RECORD SET:
┌──
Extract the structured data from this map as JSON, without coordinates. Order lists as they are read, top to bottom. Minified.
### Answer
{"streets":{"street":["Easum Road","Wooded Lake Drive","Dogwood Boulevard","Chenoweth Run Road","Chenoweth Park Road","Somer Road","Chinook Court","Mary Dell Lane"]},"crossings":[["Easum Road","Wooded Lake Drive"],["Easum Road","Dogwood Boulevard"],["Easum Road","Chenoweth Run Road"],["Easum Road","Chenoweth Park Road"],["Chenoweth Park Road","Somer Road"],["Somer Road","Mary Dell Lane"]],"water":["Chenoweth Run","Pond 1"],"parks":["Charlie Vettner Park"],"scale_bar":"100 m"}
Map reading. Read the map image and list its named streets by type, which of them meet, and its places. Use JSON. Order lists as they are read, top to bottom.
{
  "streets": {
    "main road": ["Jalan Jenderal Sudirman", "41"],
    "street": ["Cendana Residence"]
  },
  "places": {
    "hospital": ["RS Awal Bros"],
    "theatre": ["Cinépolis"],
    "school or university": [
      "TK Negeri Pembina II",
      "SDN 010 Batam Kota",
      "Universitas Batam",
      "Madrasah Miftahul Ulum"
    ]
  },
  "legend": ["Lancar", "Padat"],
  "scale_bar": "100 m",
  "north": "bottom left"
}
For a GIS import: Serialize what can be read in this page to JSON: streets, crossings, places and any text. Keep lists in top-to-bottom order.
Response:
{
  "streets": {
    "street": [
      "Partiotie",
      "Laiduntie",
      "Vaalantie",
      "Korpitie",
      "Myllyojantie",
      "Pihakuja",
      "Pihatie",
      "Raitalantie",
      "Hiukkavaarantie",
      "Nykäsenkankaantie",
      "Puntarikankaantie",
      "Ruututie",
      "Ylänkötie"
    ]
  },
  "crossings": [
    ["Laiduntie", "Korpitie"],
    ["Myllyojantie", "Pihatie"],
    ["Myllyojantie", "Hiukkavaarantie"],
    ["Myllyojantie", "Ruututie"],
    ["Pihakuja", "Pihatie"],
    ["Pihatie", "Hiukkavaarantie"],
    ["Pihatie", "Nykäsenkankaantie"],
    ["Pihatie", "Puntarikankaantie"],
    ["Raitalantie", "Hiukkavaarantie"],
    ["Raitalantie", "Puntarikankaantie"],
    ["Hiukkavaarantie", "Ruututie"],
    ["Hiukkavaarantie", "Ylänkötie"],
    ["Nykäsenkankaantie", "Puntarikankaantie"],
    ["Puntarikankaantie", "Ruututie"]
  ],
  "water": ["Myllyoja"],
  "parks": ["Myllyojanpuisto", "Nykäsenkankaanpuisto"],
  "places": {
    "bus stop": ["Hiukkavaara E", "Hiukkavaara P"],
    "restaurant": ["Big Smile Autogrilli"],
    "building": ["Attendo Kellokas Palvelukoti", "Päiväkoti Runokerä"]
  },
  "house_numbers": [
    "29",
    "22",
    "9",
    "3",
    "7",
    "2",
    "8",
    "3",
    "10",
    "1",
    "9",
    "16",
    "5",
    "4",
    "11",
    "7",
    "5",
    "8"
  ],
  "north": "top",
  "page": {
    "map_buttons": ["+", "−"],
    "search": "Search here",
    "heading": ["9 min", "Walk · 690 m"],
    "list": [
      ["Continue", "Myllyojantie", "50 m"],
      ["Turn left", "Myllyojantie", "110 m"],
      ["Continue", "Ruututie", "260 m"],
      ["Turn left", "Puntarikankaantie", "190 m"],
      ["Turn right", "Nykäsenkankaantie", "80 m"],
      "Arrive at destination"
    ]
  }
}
└──
WHAT THE EXERCISE ASKS:
Each line of the data is to be transcribed exactly, with nothing left out.

OUTPUT BELOW:
Extract the structured data from this map as JSON, without coordinates. Order lists as they are read, top to bottom. Minified.
### Answer
{"streets":{"street":["Easum Road","Wooded Lake Drive","Dogwood Boulevard","Chenoweth Run Road","Chenoweth Park Road","Somer Road","Chinook Court","Mary Dell Lane"]},"crossings":[["Easum Road","Wooded Lake Drive"],["Easum Road","Dogwood Boulevard"],["Easum Road","Chenoweth Run Road"],["Easum Road","Chenoweth Park Road"],["Chenoweth Park Road","Somer Road"],["Somer Road","Mary Dell Lane"]],"water":["Chenoweth Run","Pond 1"],"parks":["Charlie Vettner Park"],"scale_bar":"100 m"}
Map reading. Read the map image and list its named streets by type, which of them meet, and its places. Use JSON. Order lists as they are read, top to bottom.
{
  "streets": {
    "main road": ["Jalan Jenderal Sudirman", "41"],
    "street": ["Cendana Residence"]
  },
  "places": {
    "hospital": ["RS Awal Bros"],
    "theatre": ["Cinépolis"],
    "school or university": [
      "TK Negeri Pembina II",
      "SDN 010 Batam Kota",
      "Universitas Batam",
      "Madrasah Miftahul Ulum"
    ]
  },
  "legend": ["Lancar", "Padat"],
  "scale_bar": "100 m",
  "north": "bottom left"
}
For a GIS import: Serialize what can be read in this page to JSON: streets, crossings, places and any text. Keep lists in top-to-bottom order.
Response:
{
  "streets": {
    "street": [
      "Partiotie",
      "Laiduntie",
      "Vaalantie",
      "Korpitie",
      "Myllyojantie",
      "Pihakuja",
      "Pihatie",
      "Raitalantie",
      "Hiukkavaarantie",
      "Nykäsenkankaantie",
      "Puntarikankaantie",
      "Ruututie",
      "Ylänkötie"
    ]
  },
  "crossings": [
    ["Laiduntie", "Korpitie"],
    ["Myllyojantie", "Pihatie"],
    ["Myllyojantie", "Hiukkavaarantie"],
    ["Myllyojantie", "Ruututie"],
    ["Pihakuja", "Pihatie"],
    ["Pihatie", "Hiukkavaarantie"],
    ["Pihatie", "Nykäsenkankaantie"],
    ["Pihatie", "Puntarikankaantie"],
    ["Raitalantie", "Hiukkavaarantie"],
    ["Raitalantie", "Puntarikankaantie"],
    ["Hiukkavaarantie", "Ruututie"],
    ["Hiukkavaarantie", "Ylänkötie"],
    ["Nykäsenkankaantie", "Puntarikankaantie"],
    ["Puntarikankaantie", "Ruututie"]
  ],
  "water": ["Myllyoja"],
  "parks": ["Myllyojanpuisto", "Nykäsenkankaanpuisto"],
  "places": {
    "bus stop": ["Hiukkavaara E", "Hiukkavaara P"],
    "restaurant": ["Big Smile Autogrilli"],
    "building": ["Attendo Kellokas Palvelukoti", "Päiväkoti Runokerä"]
  },
  "house_numbers": [
    "29",
    "22",
    "9",
    "3",
    "7",
    "2",
    "8",
    "3",
    "10",
    "1",
    "9",
    "16",
    "5",
    "4",
    "11",
    "7",
    "5",
    "8"
  ],
  "north": "top",
  "page": {
    "map_buttons": ["+", "−"],
    "search": "Search here",
    "heading": ["9 min", "Walk · 690 m"],
    "list": [
      ["Continue", "Myllyojantie", "50 m"],
      ["Turn left", "Myllyojantie", "110 m"],
      ["Continue", "Ruututie", "260 m"],
      ["Turn left", "Puntarikankaantie", "190 m"],
      ["Turn right", "Nykäsenkankaantie", "80 m"],
      "Arrive at destination"
    ]
  }
}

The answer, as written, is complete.